Bluebird mentioned Friday that the sale settlement follows a complete evaluation that included assembly with greater than 70 potential buyers and companions over the course of 5 months. The board of administrators decided that and not using a important infusion of capital, Bluebird was susceptible to mortgage default, leaving acquisition by Carlyle and SK Capital as “the one viable resolution to generate worth for stockholders.”
“After an in depth evaluation course of, this acquisition represents the perfect path ahead — maximizing worth for stockholders and bringing important capital, business experience, and a dedication to offer extra sufferers the chance to profit from doubtlessly transformative gene therapies,” present Bluebird CEO Andrew Obenshain mentioned in a ready assertion.
Past the upfront fee, Bluebird shareholders might obtain $6.84 extra per share beneath a contingent worth proper (CVR) included within the settlement. Shareholders will get that money if the corporate’s gene therapies obtain $600 million in internet gross sales in any 12 consecutive month interval as much as the tip of 2027.
To William Blair analyst Sami Corwin, the chance of Bluebird attaining the CVR income objective is low. In a be aware despatched to buyers, Corwin mentioned her agency fashions Bluebird internet gross sales of $282.9 million for this yr, $409.4 million for 2026, and $546.4 million for 2027. She mentioned Bluebird’s dwindling money and distance from profitability made a transition away from the general public markets probably inevitable. However she additionally famous the hefty low cost of the acquisition worth, which led to the inventory buying and selling down about 40% following the announcement of the deal.

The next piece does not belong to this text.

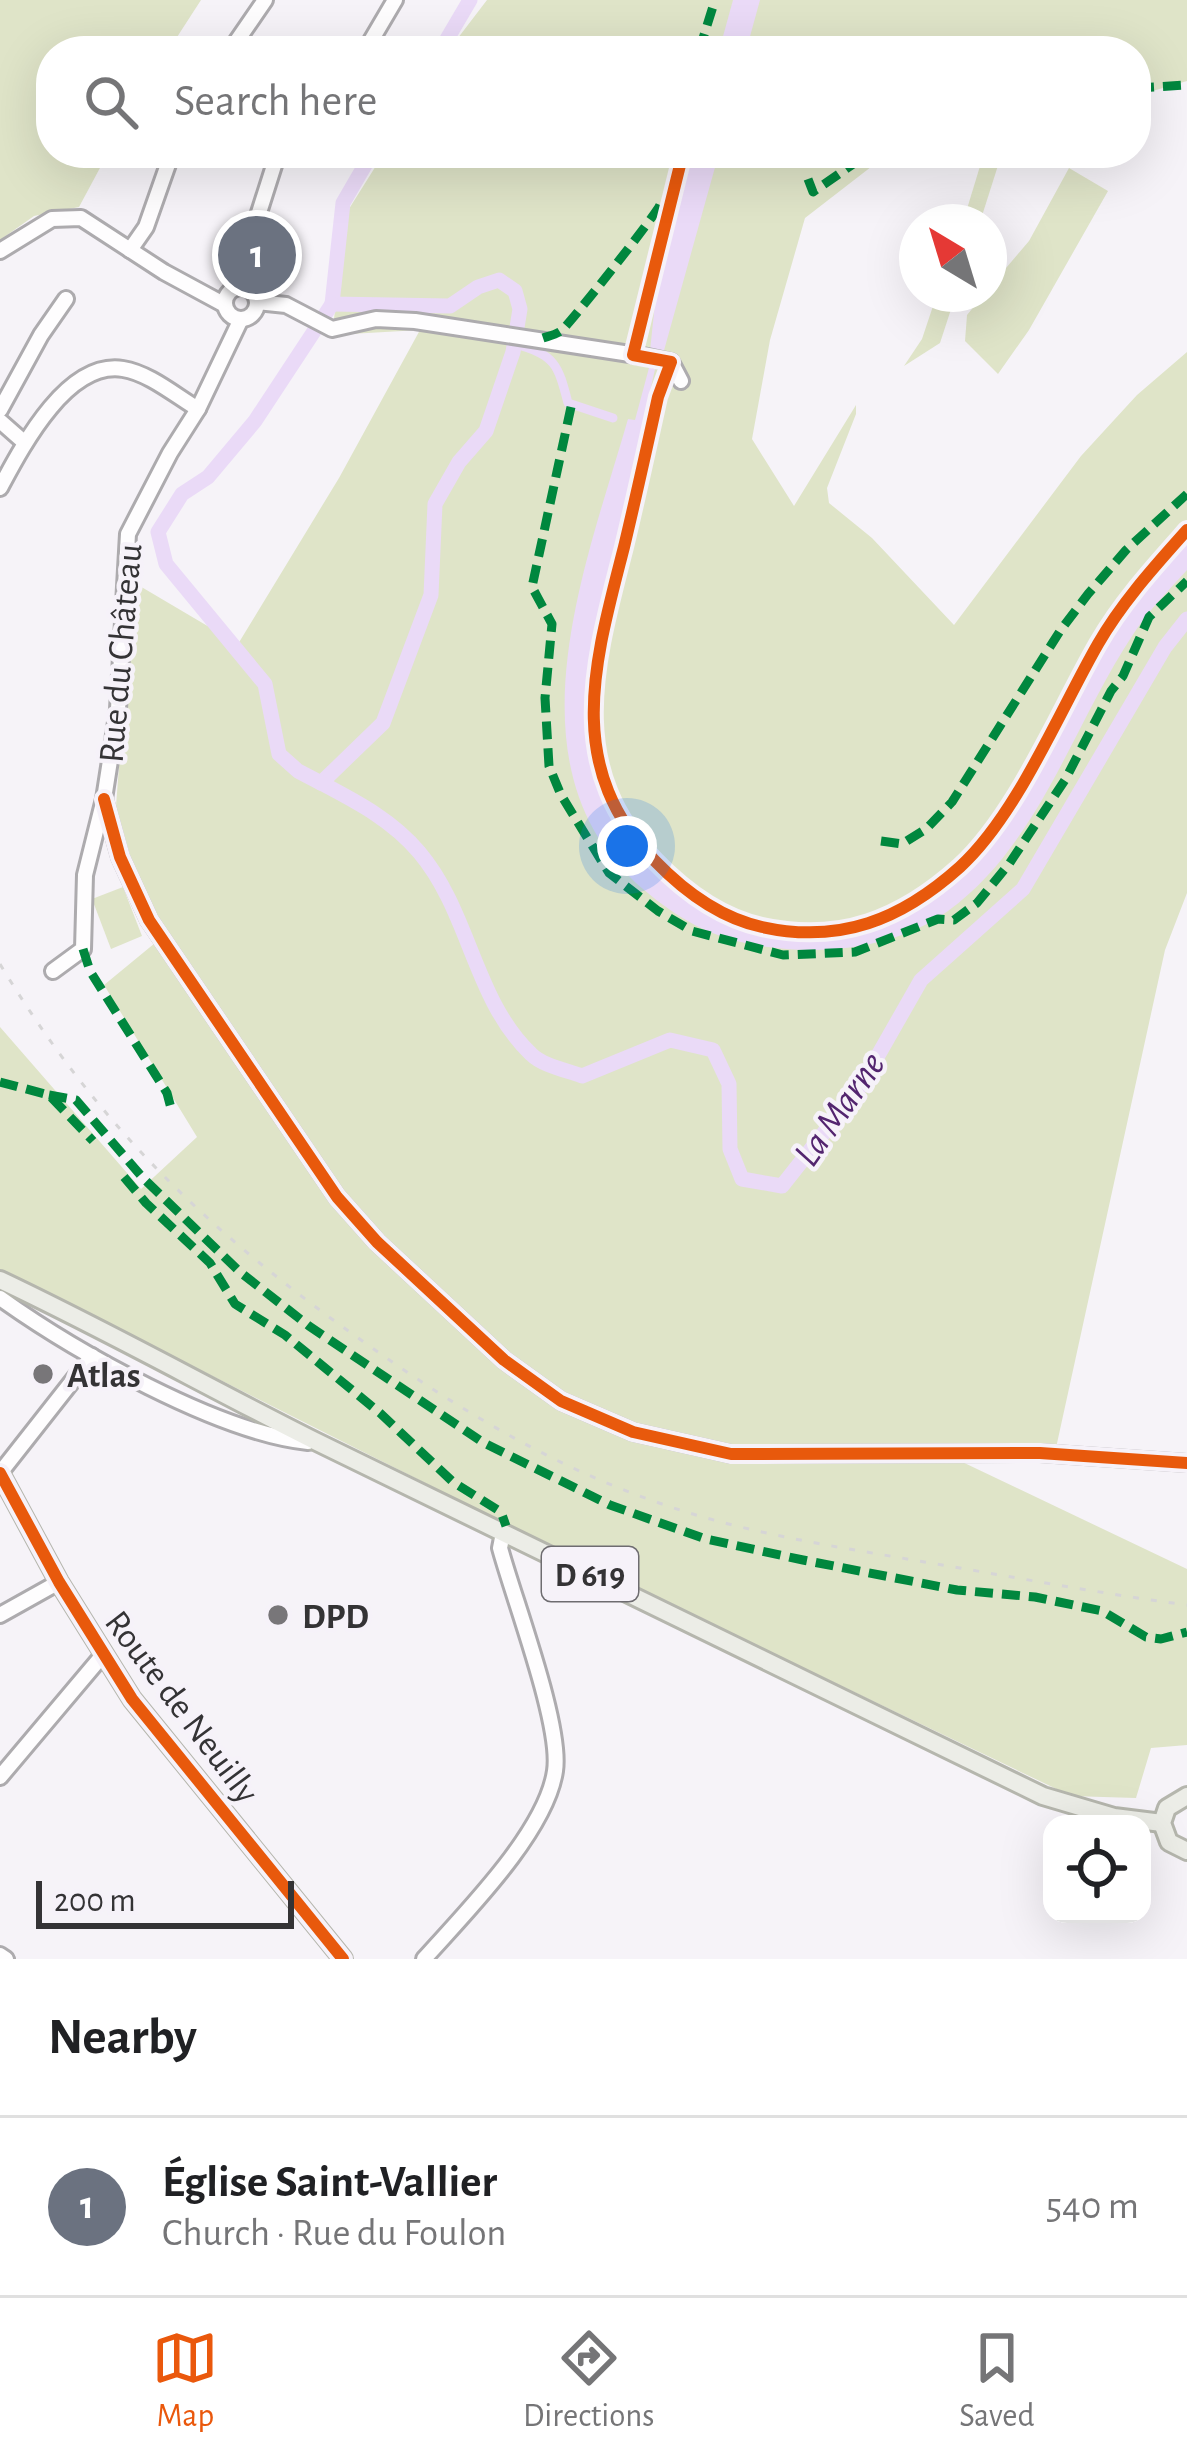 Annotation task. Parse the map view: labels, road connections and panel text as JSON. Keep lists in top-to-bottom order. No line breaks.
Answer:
{"streets":{"main road":["D 619","Route de Neuilly"],"street":["Rue du Château"]},"water":["La Marne"],"places":["Atlas","DPD"],"scale_bar":"200 m","north":"top left","page":{"search":"Search here","pins":"1","scale":"200 m","heading":"Nearby","list":[{"mark":"1","name":"Église Saint-Vallier","note":"Church · Rue du Foulon","value":"540 m"}],"nav":["Map","Directions","Saved"]}}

The Bluebird acquisition, which nonetheless wants the customary approvals, is anticipated to shut within the first half of this yr. When the transaction is full, Bluebird shares will not be publicly traded.
Pfizer’s Gene Remedy Pullback Continues With Termination of Beqvez
Bluebird Bio isn’t the one firm with gene remedy commercialization challenges. Pfizer is discontinuing improvement and commercialization of hemophilia B gene remedy Beqvez lower than a yr after it landed FDA approval.

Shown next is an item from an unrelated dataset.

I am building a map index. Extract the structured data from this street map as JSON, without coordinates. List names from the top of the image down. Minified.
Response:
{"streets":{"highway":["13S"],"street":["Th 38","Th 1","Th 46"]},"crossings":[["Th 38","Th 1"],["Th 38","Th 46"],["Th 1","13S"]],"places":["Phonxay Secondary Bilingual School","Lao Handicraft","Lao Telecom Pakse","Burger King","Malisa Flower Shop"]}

In an announcement to Nikkei Asia, which was first to report the event Thursday, Pfizer cited restricted curiosity from sufferers and physicians. That tracks with the experiences of CSL Behring, which markets the hemophilia B gene remedy Hemgenix, and BioMarin Pharmaceutical, maker of the hemophilia A gene remedy Roctavian. Pfizer’s discontinuation of Beqvez comes two months after the pharma big gave Sangamo Therapeutics a termination discover for the partnership on a hemophilia A gene remedy that was being ready for an FDA submission.
Pfizer has been culling gene remedy from its portfolio and pipeline. In 2023, the pharma big offered its preclinical gene therapies to Alexion, the uncommon illness subsidiary of AstraZeneca. Final summer time, Pfizer introduced the discontinuation of its gene remedy for Duchenne muscular dystrophy, a transfer that adopted a Part 3 failure.
Hemophilia sufferers nonetheless have therapy choices. Infusions of clotting proteins and common dosing of sure medication could also be continual therapies, however sufferers are accustomed to them and apparently, snug persevering with with them relatively than choosing the costly however one-time therapy from gene remedy. Regardless of Pfizer’s pullback from gene therapies for hemophilias, the corporate nonetheless has a presence in these blood problems. Final October, the FDA accredited Hympavzi, a once-weekly injectable antibody drug that Pfizer developed as a therapy for each hemophilia A and B.